◆ Aim of the exercise
The answer should match the entries below word for word, minus their pictures.

◆ Data in this exercise
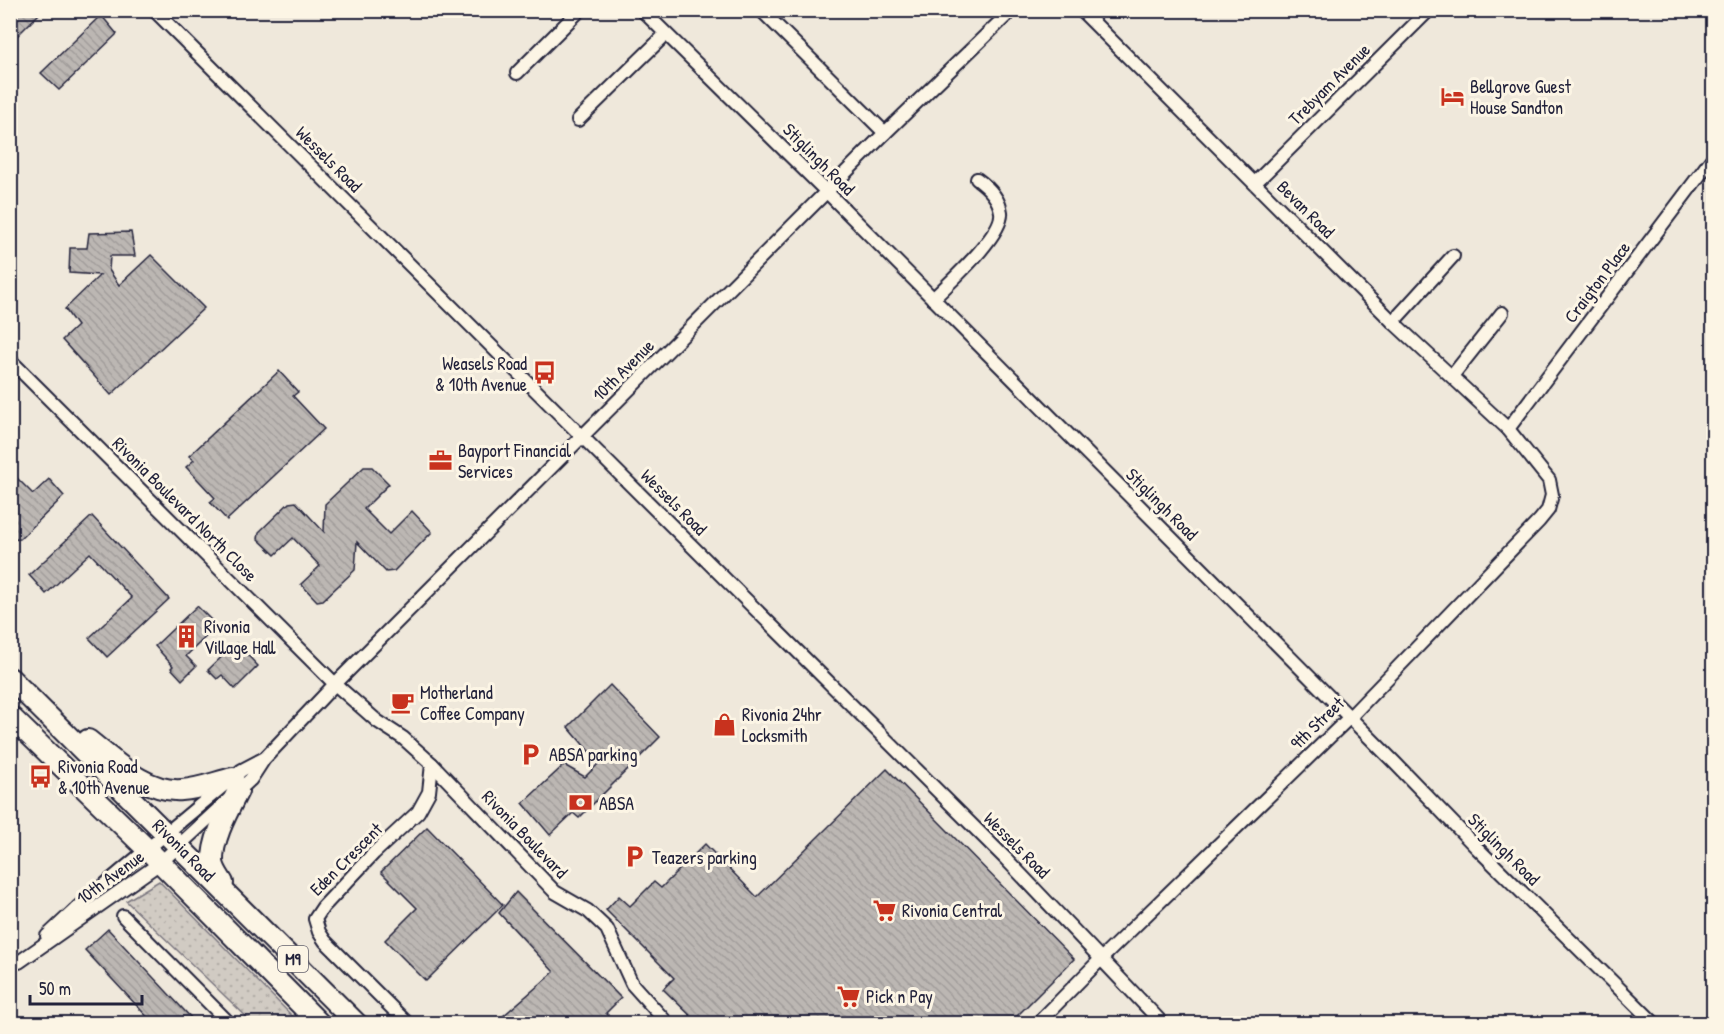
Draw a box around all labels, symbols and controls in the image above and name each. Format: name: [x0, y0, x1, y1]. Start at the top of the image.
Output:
street label: Trebyam Avenue: [1282, 37, 1376, 131]
place label: Bellgrove Guest House Sandton: [1470, 74, 1572, 120]
hotel icon: Bellgrove Guest House Sandton: [1439, 83, 1465, 109]
street label: Stiglingh Road: [777, 117, 861, 201]
street label: Wessels Road: [290, 120, 368, 198]
street label: Bevan Road: [1272, 175, 1340, 243]
street label: Craigton Place: [1558, 236, 1636, 328]
street label: 10th Avenue: [587, 334, 659, 406]
place label: Weasels Road & 10th Avenue: [435, 351, 527, 397]
bus stop icon: Weasels Road & 10th Avenue: [532, 360, 558, 386]
street label: Rivonia Boulevard North Close: [107, 431, 263, 587]
place label: Bayport Financial Services: [458, 438, 571, 484]
office icon: Bayport Financial Services: [427, 447, 453, 473]
street label: Stiglingh Road: [1120, 462, 1204, 546]
street label: Wessels Road: [635, 463, 713, 541]
place label: Rivonia Village Hall: [204, 614, 276, 660]
building icon: Rivonia Village Hall: [173, 623, 199, 649]
place label: Motherland Coffee Company: [420, 680, 525, 726]
cafe icon: Motherland Coffee Company: [389, 689, 415, 715]
street label: 9th Street: [1284, 690, 1350, 755]
place label: Rivonia 24hr Locksmith: [742, 702, 822, 748]
shop icon: Rivonia 24hr Locksmith: [711, 711, 737, 737]
parking icon: ABSA parking: [518, 741, 544, 767]
place label: ABSA parking: [549, 742, 637, 767]
place label: Rivonia Road & 10th Avenue: [58, 754, 150, 800]
bus stop icon: Rivonia Road & 10th Avenue: [27, 763, 53, 789]
street label: Rivonia Boulevard: [476, 784, 574, 884]
bank icon: ABSA: [568, 790, 594, 816]
place label: ABSA: [599, 791, 634, 816]
street label: Wessels Road: [978, 806, 1056, 884]
street label: Stiglingh Road: [1462, 807, 1546, 891]
street label: Rivonia Road: [147, 813, 221, 887]
street label: Eden Crescent: [304, 816, 389, 901]
street label: 10th Avenue: [71, 844, 149, 910]
parking icon: Teazers parking: [621, 844, 647, 870]
place label: Teazers parking: [652, 845, 757, 870]
supermarket icon: Rivonia Central: [871, 897, 897, 923]
place label: Rivonia Central: [902, 898, 1002, 923]
road number: M9: [278, 946, 308, 972]
scale bar: [30, 968, 142, 1006]
text: 50 m: [39, 976, 71, 1001]
supermarket icon: Pick n Pay: [835, 983, 861, 1009]
place label: Pick n Pay: [866, 984, 933, 1009]

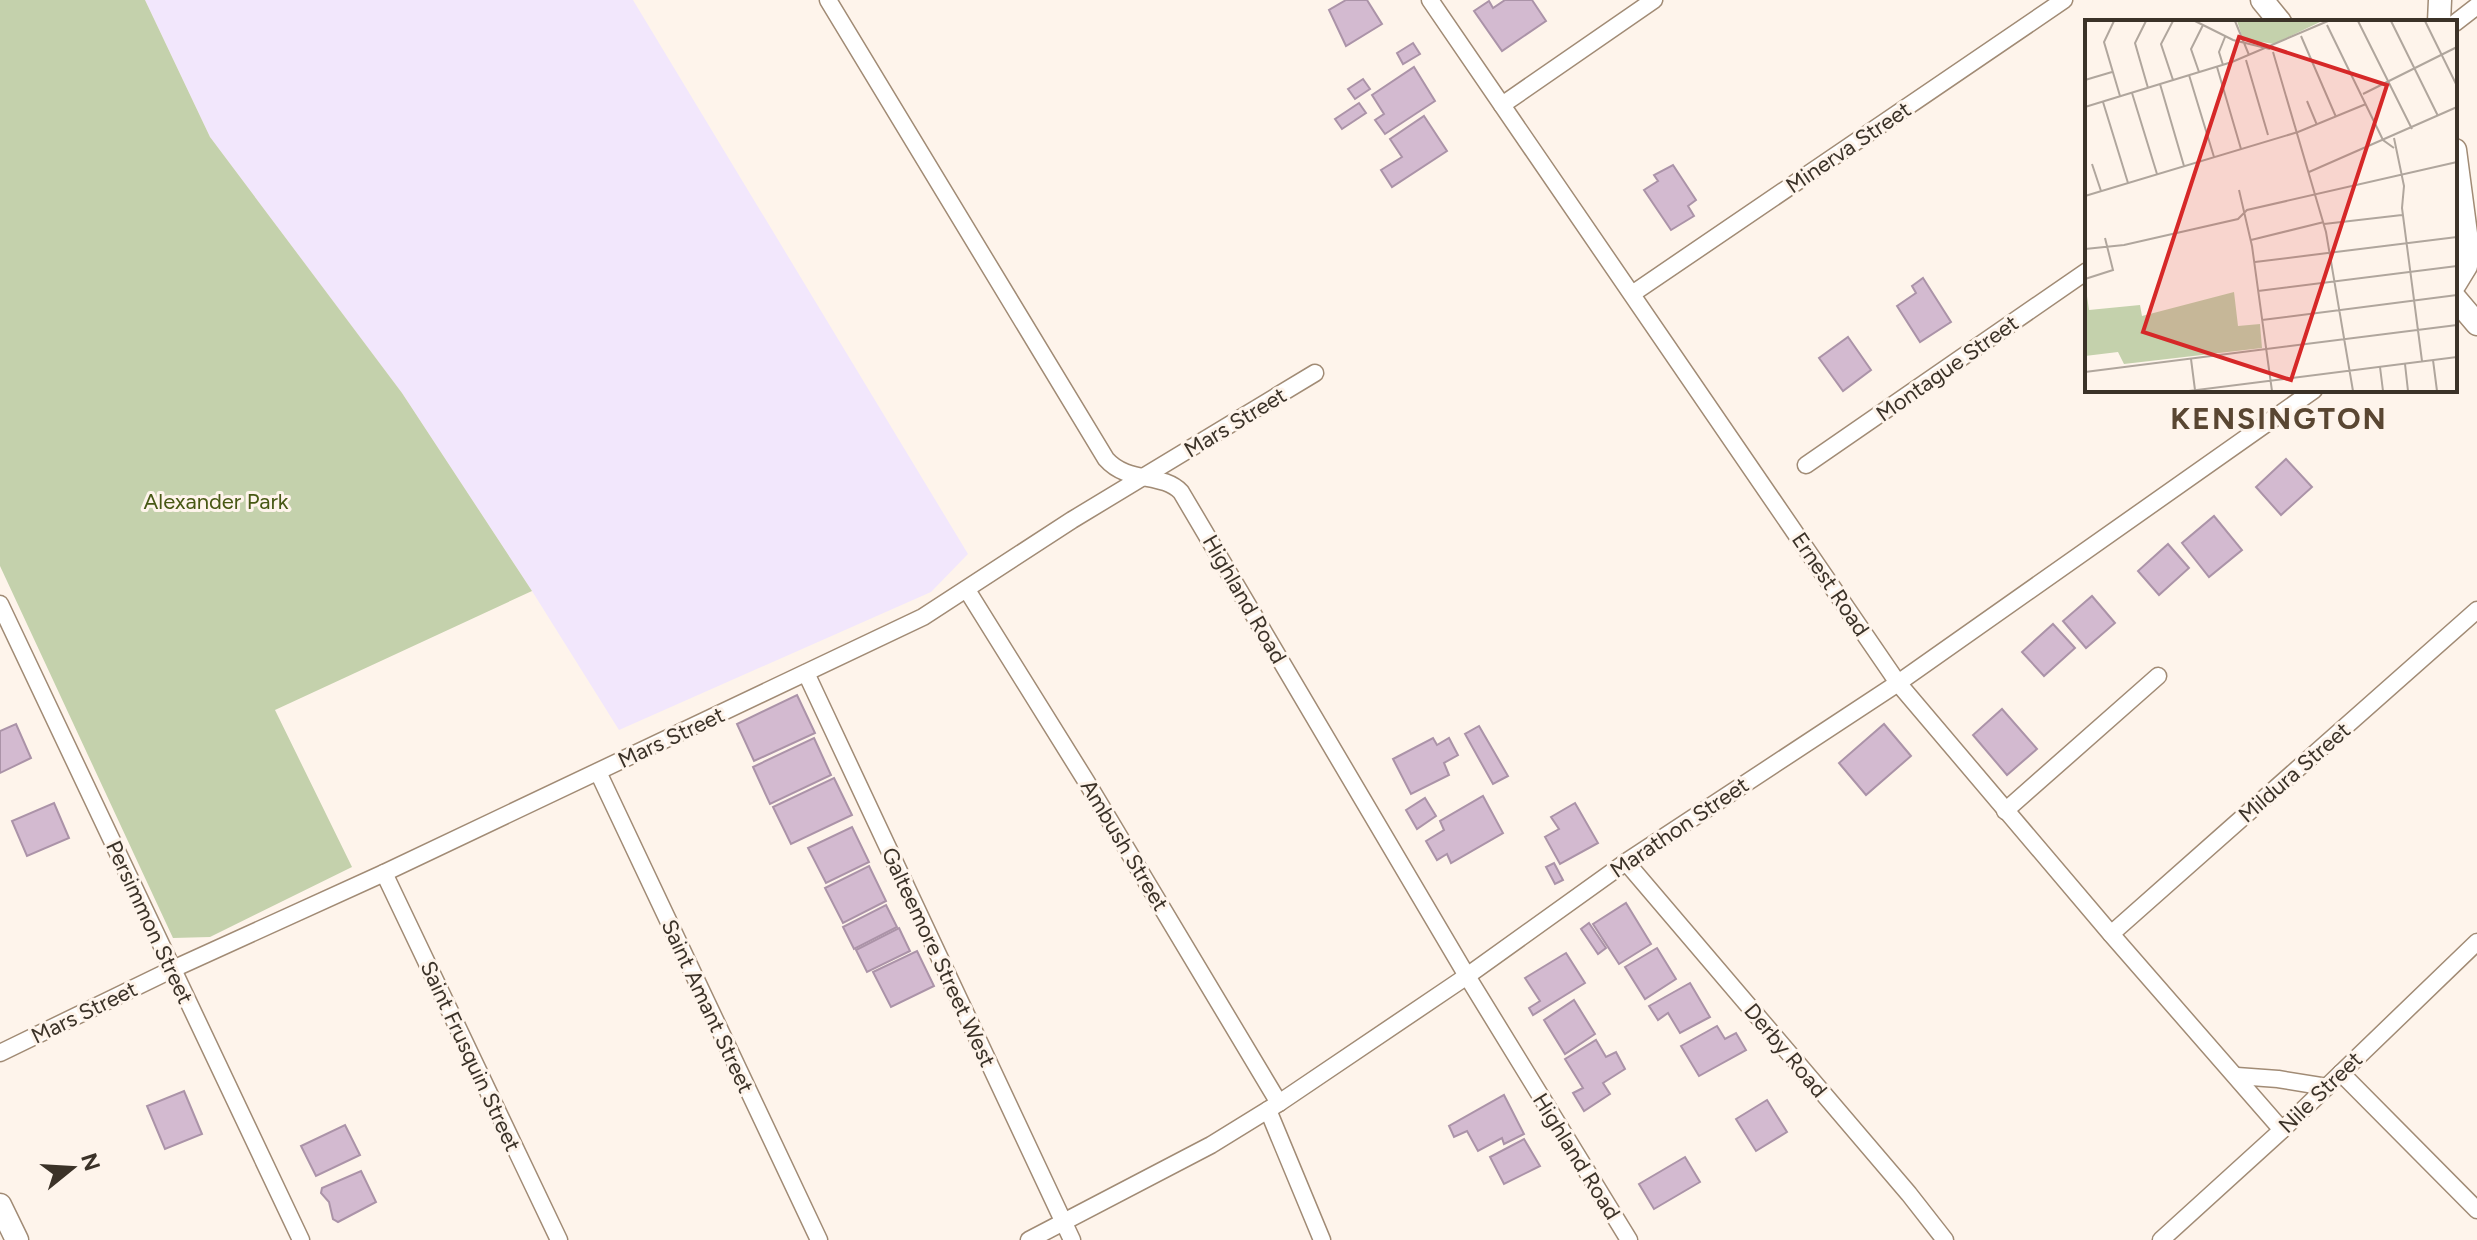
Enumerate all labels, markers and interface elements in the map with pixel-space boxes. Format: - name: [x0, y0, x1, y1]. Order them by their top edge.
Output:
- inset map: [2085, 20, 2457, 392]
- street label: Minerva Street: [1781, 96, 1916, 199]
- street label: Montague Street: [1871, 309, 2024, 427]
- street label: Mars Street: [1179, 381, 1291, 464]
- district label: KENSINGTON: [2170, 400, 2388, 437]
- park label: Alexander Park: [143, 488, 289, 515]
- street label: Ernest Road: [1786, 527, 1875, 641]
- street label: Highland Road: [1197, 530, 1292, 668]
- street label: Mars Street: [614, 701, 729, 774]
- street label: Mildura Street: [2233, 716, 2356, 828]
- street label: Marathon Street: [1605, 771, 1754, 884]
- street label: Ambush Street: [1075, 775, 1174, 916]
- street label: Persimmon Street: [100, 836, 199, 1008]
- street label: Galteemore Street West: [876, 843, 1001, 1071]
- street label: Saint Amant Street: [656, 915, 760, 1097]
- street label: Saint Frusquin Street: [415, 957, 527, 1156]
- street label: Mars Street: [27, 975, 142, 1050]
- street label: Derby Road: [1738, 998, 1833, 1103]
- street label: Nile Street: [2273, 1046, 2368, 1139]
- street label: Highland Road: [1527, 1088, 1626, 1225]
- north arrow: [32, 1128, 112, 1208]
- text: N: [75, 1150, 106, 1174]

◆ Written solution
Draw a box around all labels, symbols and controls in the image above and name each. Format: name: [x0, y0, x1, y1]. Start at the top of the image.
Output:
street label: Trebyam Avenue: [1282, 37, 1376, 131]
place label: Bellgrove Guest House Sandton: [1470, 74, 1572, 120]
hotel icon: Bellgrove Guest House Sandton: [1439, 83, 1465, 109]
street label: Stiglingh Road: [777, 117, 861, 201]
street label: Wessels Road: [290, 120, 368, 198]
street label: Bevan Road: [1272, 175, 1340, 243]
street label: Craigton Place: [1558, 236, 1636, 328]
street label: 10th Avenue: [587, 334, 659, 406]
place label: Weasels Road & 10th Avenue: [435, 351, 527, 397]
bus stop icon: Weasels Road & 10th Avenue: [532, 360, 558, 386]
street label: Rivonia Boulevard North Close: [107, 431, 263, 587]
place label: Bayport Financial Services: [458, 438, 571, 484]
office icon: Bayport Financial Services: [427, 447, 453, 473]
street label: Stiglingh Road: [1120, 462, 1204, 546]
street label: Wessels Road: [635, 463, 713, 541]
place label: Rivonia Village Hall: [204, 614, 276, 660]
building icon: Rivonia Village Hall: [173, 623, 199, 649]
place label: Motherland Coffee Company: [420, 680, 525, 726]
cafe icon: Motherland Coffee Company: [389, 689, 415, 715]
street label: 9th Street: [1284, 690, 1350, 755]
place label: Rivonia 24hr Locksmith: [742, 702, 822, 748]
shop icon: Rivonia 24hr Locksmith: [711, 711, 737, 737]
parking icon: ABSA parking: [518, 741, 544, 767]
place label: ABSA parking: [549, 742, 637, 767]
place label: Rivonia Road & 10th Avenue: [58, 754, 150, 800]
bus stop icon: Rivonia Road & 10th Avenue: [27, 763, 53, 789]
street label: Rivonia Boulevard: [476, 784, 574, 884]
bank icon: ABSA: [568, 790, 594, 816]
place label: ABSA: [599, 791, 634, 816]
street label: Wessels Road: [978, 806, 1056, 884]
street label: Stiglingh Road: [1462, 807, 1546, 891]
street label: Rivonia Road: [147, 813, 221, 887]
street label: Eden Crescent: [304, 816, 389, 901]
street label: 10th Avenue: [71, 844, 149, 910]
parking icon: Teazers parking: [621, 844, 647, 870]
place label: Teazers parking: [652, 845, 757, 870]
supermarket icon: Rivonia Central: [871, 897, 897, 923]
place label: Rivonia Central: [902, 898, 1002, 923]
road number: M9: [278, 946, 308, 972]
scale bar: [30, 968, 142, 1006]
text: 50 m: [39, 976, 71, 1001]
supermarket icon: Pick n Pay: [835, 983, 861, 1009]
place label: Pick n Pay: [866, 984, 933, 1009]

Enumerate all labels, markers and interface elements in the map with pixel-space boxes. Format: - name: [x0, y0, x1, y1]. Order them by their top edge.
Output:
- inset map: [2085, 20, 2457, 392]
- street label: Minerva Street: [1781, 96, 1916, 199]
- street label: Montague Street: [1871, 309, 2024, 427]
- street label: Mars Street: [1179, 381, 1291, 464]
- district label: KENSINGTON: [2170, 400, 2388, 437]
- park label: Alexander Park: [143, 488, 289, 515]
- street label: Ernest Road: [1786, 527, 1875, 641]
- street label: Highland Road: [1197, 530, 1292, 668]
- street label: Mars Street: [614, 701, 729, 774]
- street label: Mildura Street: [2233, 716, 2356, 828]
- street label: Marathon Street: [1605, 771, 1754, 884]
- street label: Ambush Street: [1075, 775, 1174, 916]
- street label: Persimmon Street: [100, 836, 199, 1008]
- street label: Galteemore Street West: [876, 843, 1001, 1071]
- street label: Saint Amant Street: [656, 915, 760, 1097]
- street label: Saint Frusquin Street: [415, 957, 527, 1156]
- street label: Mars Street: [27, 975, 142, 1050]
- street label: Derby Road: [1738, 998, 1833, 1103]
- street label: Nile Street: [2273, 1046, 2368, 1139]
- street label: Highland Road: [1527, 1088, 1626, 1225]
- north arrow: [32, 1128, 112, 1208]
- text: N: [75, 1150, 106, 1174]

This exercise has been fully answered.